Exact repetition, pictures omitted: give every record below again.

PROVIDED MATERIAL
*** Begin section ***

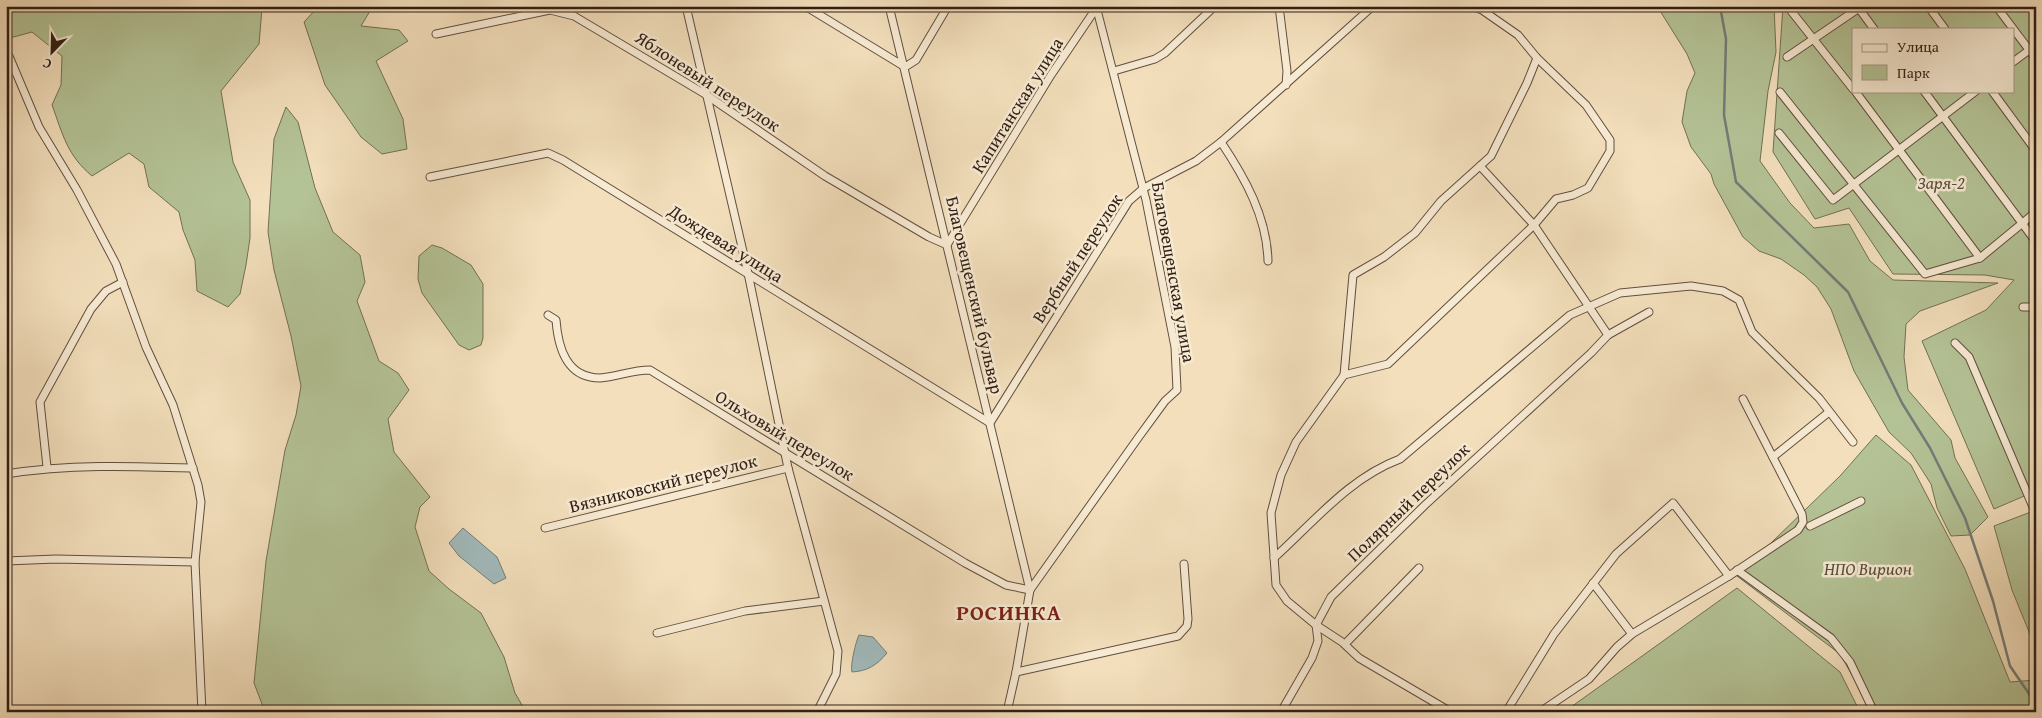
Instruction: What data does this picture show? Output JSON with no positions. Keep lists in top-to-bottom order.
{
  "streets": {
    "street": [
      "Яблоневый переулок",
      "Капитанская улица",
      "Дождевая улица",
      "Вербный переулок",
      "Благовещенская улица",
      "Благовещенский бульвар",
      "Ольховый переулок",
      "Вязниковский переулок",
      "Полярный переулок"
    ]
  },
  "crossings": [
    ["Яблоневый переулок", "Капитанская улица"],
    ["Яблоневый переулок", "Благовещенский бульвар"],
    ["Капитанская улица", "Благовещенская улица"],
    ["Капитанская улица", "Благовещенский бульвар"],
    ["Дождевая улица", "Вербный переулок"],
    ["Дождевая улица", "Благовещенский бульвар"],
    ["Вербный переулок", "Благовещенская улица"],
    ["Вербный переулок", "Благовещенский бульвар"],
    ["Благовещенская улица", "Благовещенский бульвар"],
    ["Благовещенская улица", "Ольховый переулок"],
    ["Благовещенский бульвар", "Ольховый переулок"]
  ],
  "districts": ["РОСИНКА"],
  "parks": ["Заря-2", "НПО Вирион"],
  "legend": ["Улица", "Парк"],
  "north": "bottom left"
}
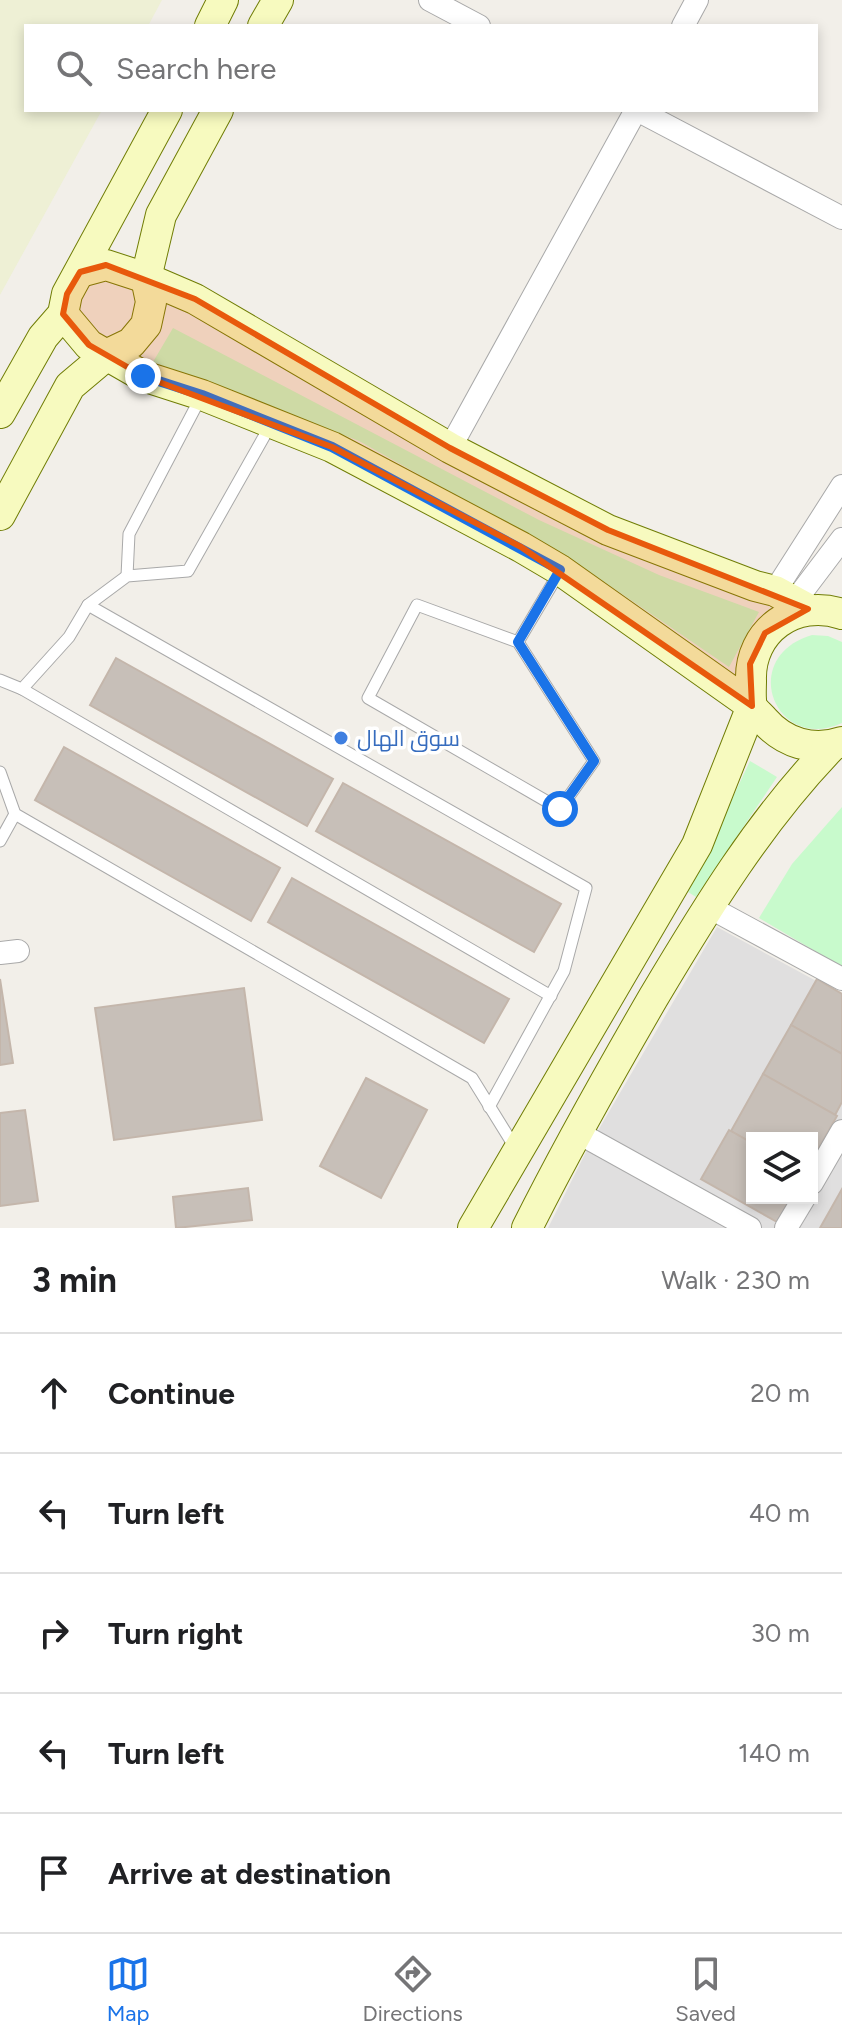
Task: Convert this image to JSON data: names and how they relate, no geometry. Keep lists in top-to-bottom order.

*** End section ***

OUTPUT BELOW
Instruction: What data does this picture show? Output JSON with no positions. Keep lists in top-to-bottom order.
{
  "streets": {
    "street": [
      "Яблоневый переулок",
      "Капитанская улица",
      "Дождевая улица",
      "Вербный переулок",
      "Благовещенская улица",
      "Благовещенский бульвар",
      "Ольховый переулок",
      "Вязниковский переулок",
      "Полярный переулок"
    ]
  },
  "crossings": [
    ["Яблоневый переулок", "Капитанская улица"],
    ["Яблоневый переулок", "Благовещенский бульвар"],
    ["Капитанская улица", "Благовещенская улица"],
    ["Капитанская улица", "Благовещенский бульвар"],
    ["Дождевая улица", "Вербный переулок"],
    ["Дождевая улица", "Благовещенский бульвар"],
    ["Вербный переулок", "Благовещенская улица"],
    ["Вербный переулок", "Благовещенский бульвар"],
    ["Благовещенская улица", "Благовещенский бульвар"],
    ["Благовещенская улица", "Ольховый переулок"],
    ["Благовещенский бульвар", "Ольховый переулок"]
  ],
  "districts": ["РОСИНКА"],
  "parks": ["Заря-2", "НПО Вирион"],
  "legend": ["Улица", "Парк"],
  "north": "bottom left"
}
Task: Convert this image to JSON data: names and how they relate, no geometry. Keep lists in top-to-bottom order.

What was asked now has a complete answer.